:: What is expected ::
The answer should consist of the full listing below, repeated exactly and free of pictures.

:: Dataset excerpt ::
Start of Block
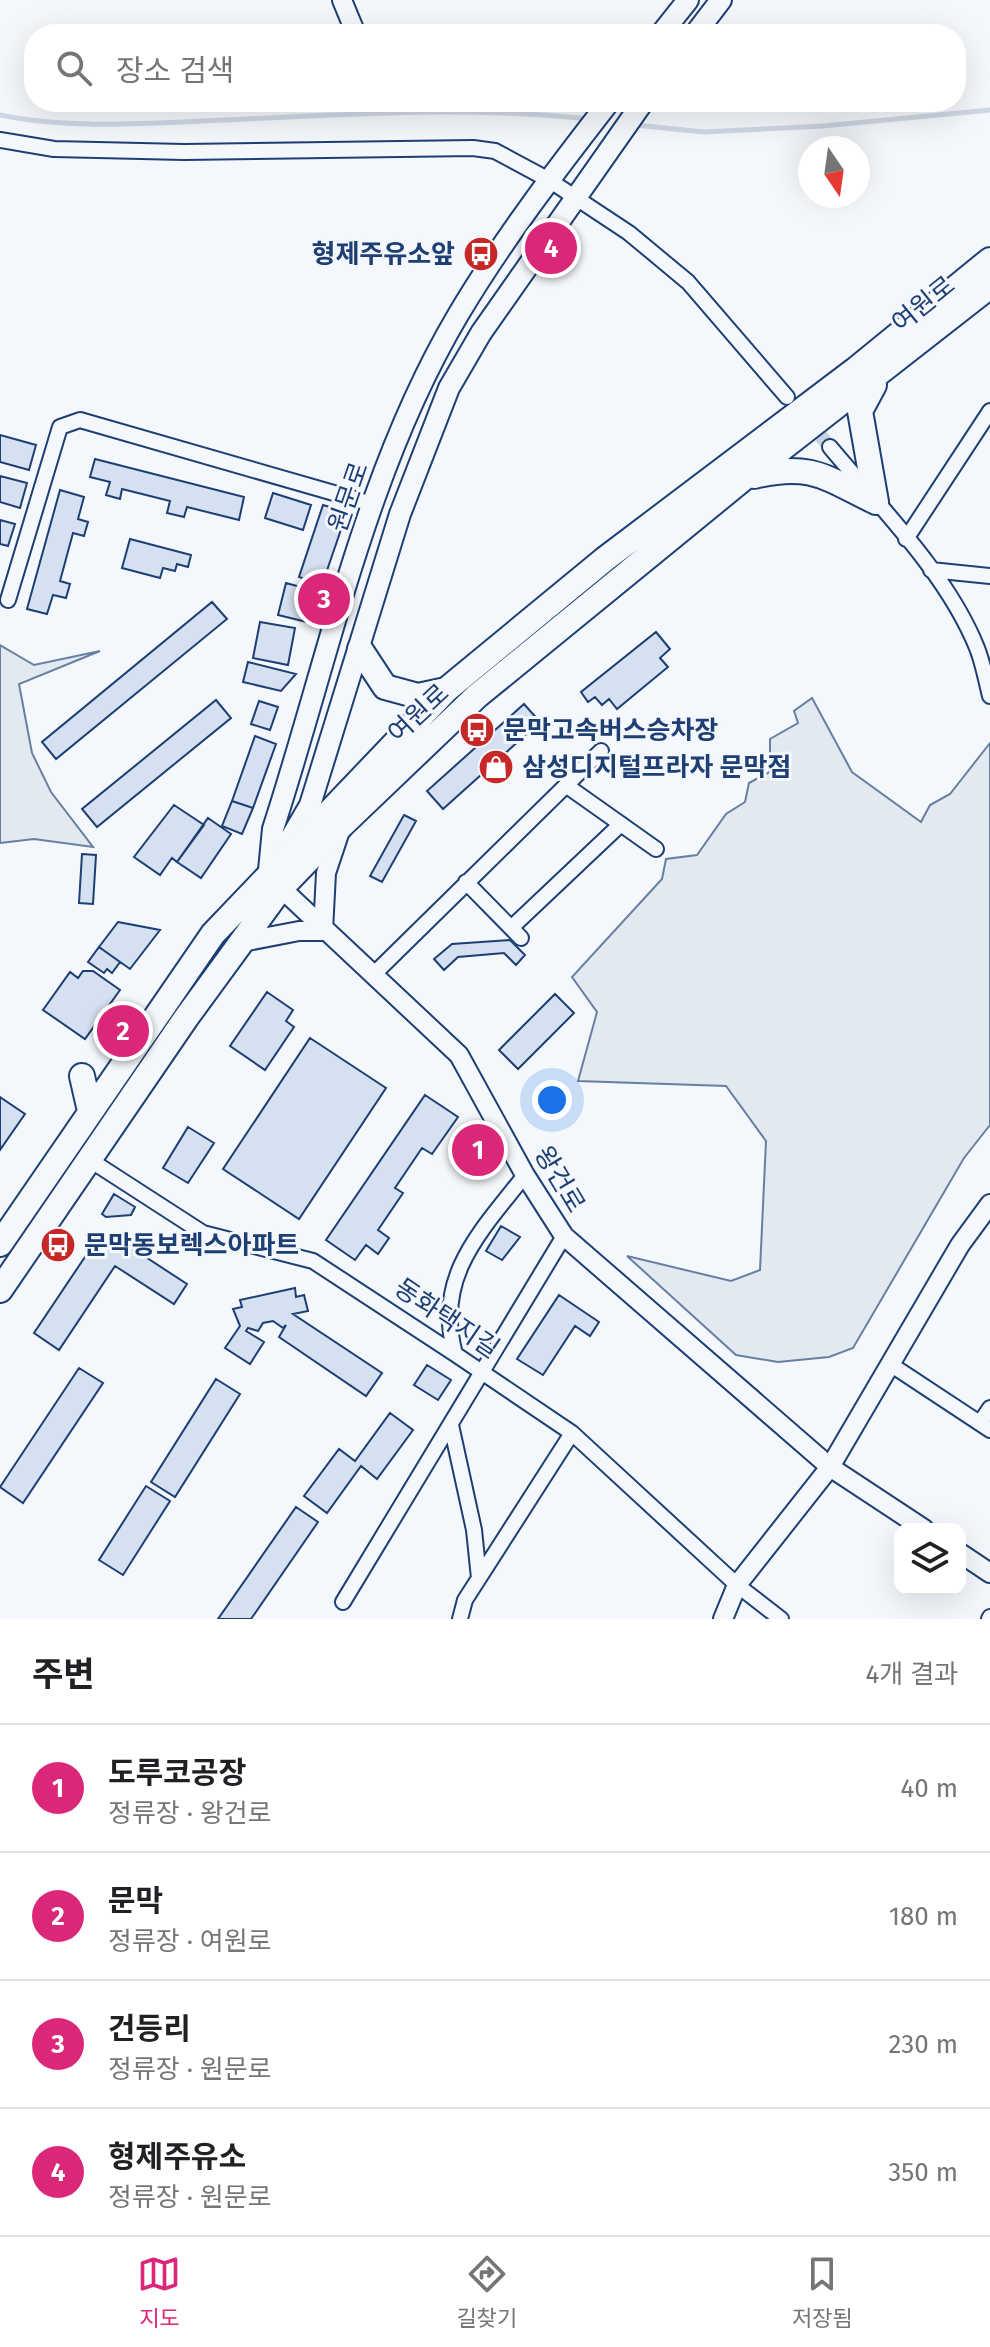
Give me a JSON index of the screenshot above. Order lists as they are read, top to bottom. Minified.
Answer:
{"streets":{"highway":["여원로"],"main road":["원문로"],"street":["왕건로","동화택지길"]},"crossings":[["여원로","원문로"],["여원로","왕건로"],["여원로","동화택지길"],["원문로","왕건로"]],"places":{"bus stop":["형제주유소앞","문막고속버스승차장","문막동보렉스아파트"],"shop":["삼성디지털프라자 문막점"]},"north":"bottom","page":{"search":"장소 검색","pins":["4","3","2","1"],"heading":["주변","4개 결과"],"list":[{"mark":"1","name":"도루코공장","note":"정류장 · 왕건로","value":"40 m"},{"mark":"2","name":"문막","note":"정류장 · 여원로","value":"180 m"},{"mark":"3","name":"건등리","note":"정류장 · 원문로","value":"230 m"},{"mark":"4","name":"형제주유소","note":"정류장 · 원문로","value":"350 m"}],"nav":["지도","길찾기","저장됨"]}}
End of Block
:: Expected answer ::
Give me a JSON index of the screenshot above. Order lists as they are read, top to bottom. Minified.
Answer:
{"streets":{"highway":["여원로"],"main road":["원문로"],"street":["왕건로","동화택지길"]},"crossings":[["여원로","원문로"],["여원로","왕건로"],["여원로","동화택지길"],["원문로","왕건로"]],"places":{"bus stop":["형제주유소앞","문막고속버스승차장","문막동보렉스아파트"],"shop":["삼성디지털프라자 문막점"]},"north":"bottom","page":{"search":"장소 검색","pins":["4","3","2","1"],"heading":["주변","4개 결과"],"list":[{"mark":"1","name":"도루코공장","note":"정류장 · 왕건로","value":"40 m"},{"mark":"2","name":"문막","note":"정류장 · 여원로","value":"180 m"},{"mark":"3","name":"건등리","note":"정류장 · 원문로","value":"230 m"},{"mark":"4","name":"형제주유소","note":"정류장 · 원문로","value":"350 m"}],"nav":["지도","길찾기","저장됨"]}}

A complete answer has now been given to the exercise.